September 10, 2007
Walter Bright wrote:
> Stewart Gordon wrote:
> 
>> Maybe.  But still, nested comments are probably likely to be supported by more code editors than such an unusual feature as delimited strings.
> 
> 
> Delimited strings are standard practice in Perl. C++0x is getting delimited strings. Code editors that can't handle them are going to become rapidly obsolete.
> 
> The more unusual feature is the token delimited strings.

Which, since there's no nesting going on, are actually very easy to match. The Pygments lexer matches them with the following regex:

q"([a-zA-Z_]\w*)\n.*?\n\1"

-- 
Kirk McDonald
http://kirkmcdonald.blogspot.com
Pyd: Connecting D and Python
http://pyd.dsource.org
September 10, 2007
Hello Walter,

Thanks for the release. Could you clarify a few things regarding the new string literals for me, please?

Example:
q"/abc/def/" // Is this "abc/def" or is this an error?

Token string examples:
q{__TIME__} // Should special tokens be evaluated? Resulting in a different string than "__TIME__"?
q{666, this is super __EOF__} // Should __EOF__ be evaluated here causing the token string to be unterminated?
q{#line 4 "path/to/file"
} // Should the special token sequence be evaluated here?

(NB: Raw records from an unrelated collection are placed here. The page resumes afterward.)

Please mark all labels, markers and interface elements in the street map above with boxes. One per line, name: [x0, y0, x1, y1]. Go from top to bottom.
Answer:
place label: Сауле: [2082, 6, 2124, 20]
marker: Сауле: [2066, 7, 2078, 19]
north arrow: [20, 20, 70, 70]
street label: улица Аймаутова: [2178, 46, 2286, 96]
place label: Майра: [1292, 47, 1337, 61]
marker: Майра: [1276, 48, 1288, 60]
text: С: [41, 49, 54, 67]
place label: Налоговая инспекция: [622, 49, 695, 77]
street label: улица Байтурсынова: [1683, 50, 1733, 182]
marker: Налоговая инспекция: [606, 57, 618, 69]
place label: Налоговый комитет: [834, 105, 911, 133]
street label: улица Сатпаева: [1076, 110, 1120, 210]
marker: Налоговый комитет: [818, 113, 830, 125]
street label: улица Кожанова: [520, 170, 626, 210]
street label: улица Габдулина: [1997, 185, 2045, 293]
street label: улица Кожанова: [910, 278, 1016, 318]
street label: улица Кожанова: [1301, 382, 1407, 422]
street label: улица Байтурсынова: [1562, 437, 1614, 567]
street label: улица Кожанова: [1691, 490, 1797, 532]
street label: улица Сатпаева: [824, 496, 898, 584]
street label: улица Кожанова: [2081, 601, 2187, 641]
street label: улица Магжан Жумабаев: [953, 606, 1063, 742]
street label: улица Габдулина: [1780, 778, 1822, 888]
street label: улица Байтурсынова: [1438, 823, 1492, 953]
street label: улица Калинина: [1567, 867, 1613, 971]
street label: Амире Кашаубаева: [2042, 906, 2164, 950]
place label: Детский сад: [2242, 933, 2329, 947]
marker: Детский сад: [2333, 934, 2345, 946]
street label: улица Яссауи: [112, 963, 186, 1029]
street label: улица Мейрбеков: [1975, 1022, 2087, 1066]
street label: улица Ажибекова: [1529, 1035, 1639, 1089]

You provided the following example on the lexer page:
q{ 67QQ }            // error, 67QQ is not a valid D token
Isn't your comment wrong? I see two valid tokens there: an integer "67" and an identifier "QQ"

Regards,
Aziz
September 10, 2007
Kirk McDonald wrote:
> Walter Bright wrote:
>> The more unusual feature is the token delimited strings.
> 
> Which, since there's no nesting going on, are actually very easy to match. The Pygments lexer matches them with the following regex:
> 
> q"([a-zA-Z_]\w*)\n.*?\n\1"

I meant the:

	q{ these must be valid D tokens { and brackets nest } /* ignore this } */ };

September 10, 2007
Walter Bright wrote:
> Kirk McDonald wrote:
> 
>> Walter Bright wrote:
>>
>>> The more unusual feature is the token delimited strings.
>>
>>
>> Which, since there's no nesting going on, are actually very easy to match. The Pygments lexer matches them with the following regex:
>>
>> q"([a-zA-Z_]\w*)\n.*?\n\1"
> 
> 
> I meant the:
> 
>     q{ these must be valid D tokens { and brackets nest } /* ignore this } */ };
> 

Those are also fairly easy. The Pygments lexer only highlights the opening q{ and the closing }. The tokens inside of the string are highlighted normally.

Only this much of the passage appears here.